» **YOUR INSTRUCTIONS**
Copy out all of the data below exactly, so that no word differs from the original.
*** Opening of PROVIDED MATERIAL ***
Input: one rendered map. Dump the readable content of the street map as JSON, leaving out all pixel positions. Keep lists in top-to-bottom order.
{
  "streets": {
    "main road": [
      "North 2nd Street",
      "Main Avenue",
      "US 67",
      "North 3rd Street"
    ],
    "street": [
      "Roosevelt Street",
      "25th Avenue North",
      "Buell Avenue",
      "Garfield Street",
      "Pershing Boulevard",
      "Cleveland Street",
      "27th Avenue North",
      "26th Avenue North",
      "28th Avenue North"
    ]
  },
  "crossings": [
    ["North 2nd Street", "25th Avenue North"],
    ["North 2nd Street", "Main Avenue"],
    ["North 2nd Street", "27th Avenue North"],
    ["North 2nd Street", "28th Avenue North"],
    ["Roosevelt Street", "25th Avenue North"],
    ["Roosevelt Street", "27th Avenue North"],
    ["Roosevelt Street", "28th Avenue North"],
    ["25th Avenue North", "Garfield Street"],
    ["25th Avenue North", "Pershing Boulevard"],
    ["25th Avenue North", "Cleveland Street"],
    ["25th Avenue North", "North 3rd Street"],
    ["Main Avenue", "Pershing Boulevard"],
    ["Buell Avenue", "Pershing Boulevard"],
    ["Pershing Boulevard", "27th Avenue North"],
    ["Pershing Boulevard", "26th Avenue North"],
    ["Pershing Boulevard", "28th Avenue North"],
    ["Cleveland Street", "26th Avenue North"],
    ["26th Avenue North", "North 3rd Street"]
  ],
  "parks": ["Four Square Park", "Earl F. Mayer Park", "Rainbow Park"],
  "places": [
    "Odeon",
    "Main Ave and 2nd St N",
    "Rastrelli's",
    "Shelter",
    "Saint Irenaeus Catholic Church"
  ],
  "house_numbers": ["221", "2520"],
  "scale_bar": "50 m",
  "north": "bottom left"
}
*** Close of PROVIDED MATERIAL ***
» **RESULT FOR THIS EXERCISE**
Input: one rendered map. Dump the readable content of the street map as JSON, leaving out all pixel positions. Keep lists in top-to-bottom order.
{
  "streets": {
    "main road": [
      "North 2nd Street",
      "Main Avenue",
      "US 67",
      "North 3rd Street"
    ],
    "street": [
      "Roosevelt Street",
      "25th Avenue North",
      "Buell Avenue",
      "Garfield Street",
      "Pershing Boulevard",
      "Cleveland Street",
      "27th Avenue North",
      "26th Avenue North",
      "28th Avenue North"
    ]
  },
  "crossings": [
    ["North 2nd Street", "25th Avenue North"],
    ["North 2nd Street", "Main Avenue"],
    ["North 2nd Street", "27th Avenue North"],
    ["North 2nd Street", "28th Avenue North"],
    ["Roosevelt Street", "25th Avenue North"],
    ["Roosevelt Street", "27th Avenue North"],
    ["Roosevelt Street", "28th Avenue North"],
    ["25th Avenue North", "Garfield Street"],
    ["25th Avenue North", "Pershing Boulevard"],
    ["25th Avenue North", "Cleveland Street"],
    ["25th Avenue North", "North 3rd Street"],
    ["Main Avenue", "Pershing Boulevard"],
    ["Buell Avenue", "Pershing Boulevard"],
    ["Pershing Boulevard", "27th Avenue North"],
    ["Pershing Boulevard", "26th Avenue North"],
    ["Pershing Boulevard", "28th Avenue North"],
    ["Cleveland Street", "26th Avenue North"],
    ["26th Avenue North", "North 3rd Street"]
  ],
  "parks": ["Four Square Park", "Earl F. Mayer Park", "Rainbow Park"],
  "places": [
    "Odeon",
    "Main Ave and 2nd St N",
    "Rastrelli's",
    "Shelter",
    "Saint Irenaeus Catholic Church"
  ],
  "house_numbers": ["221", "2520"],
  "scale_bar": "50 m",
  "north": "bottom left"
}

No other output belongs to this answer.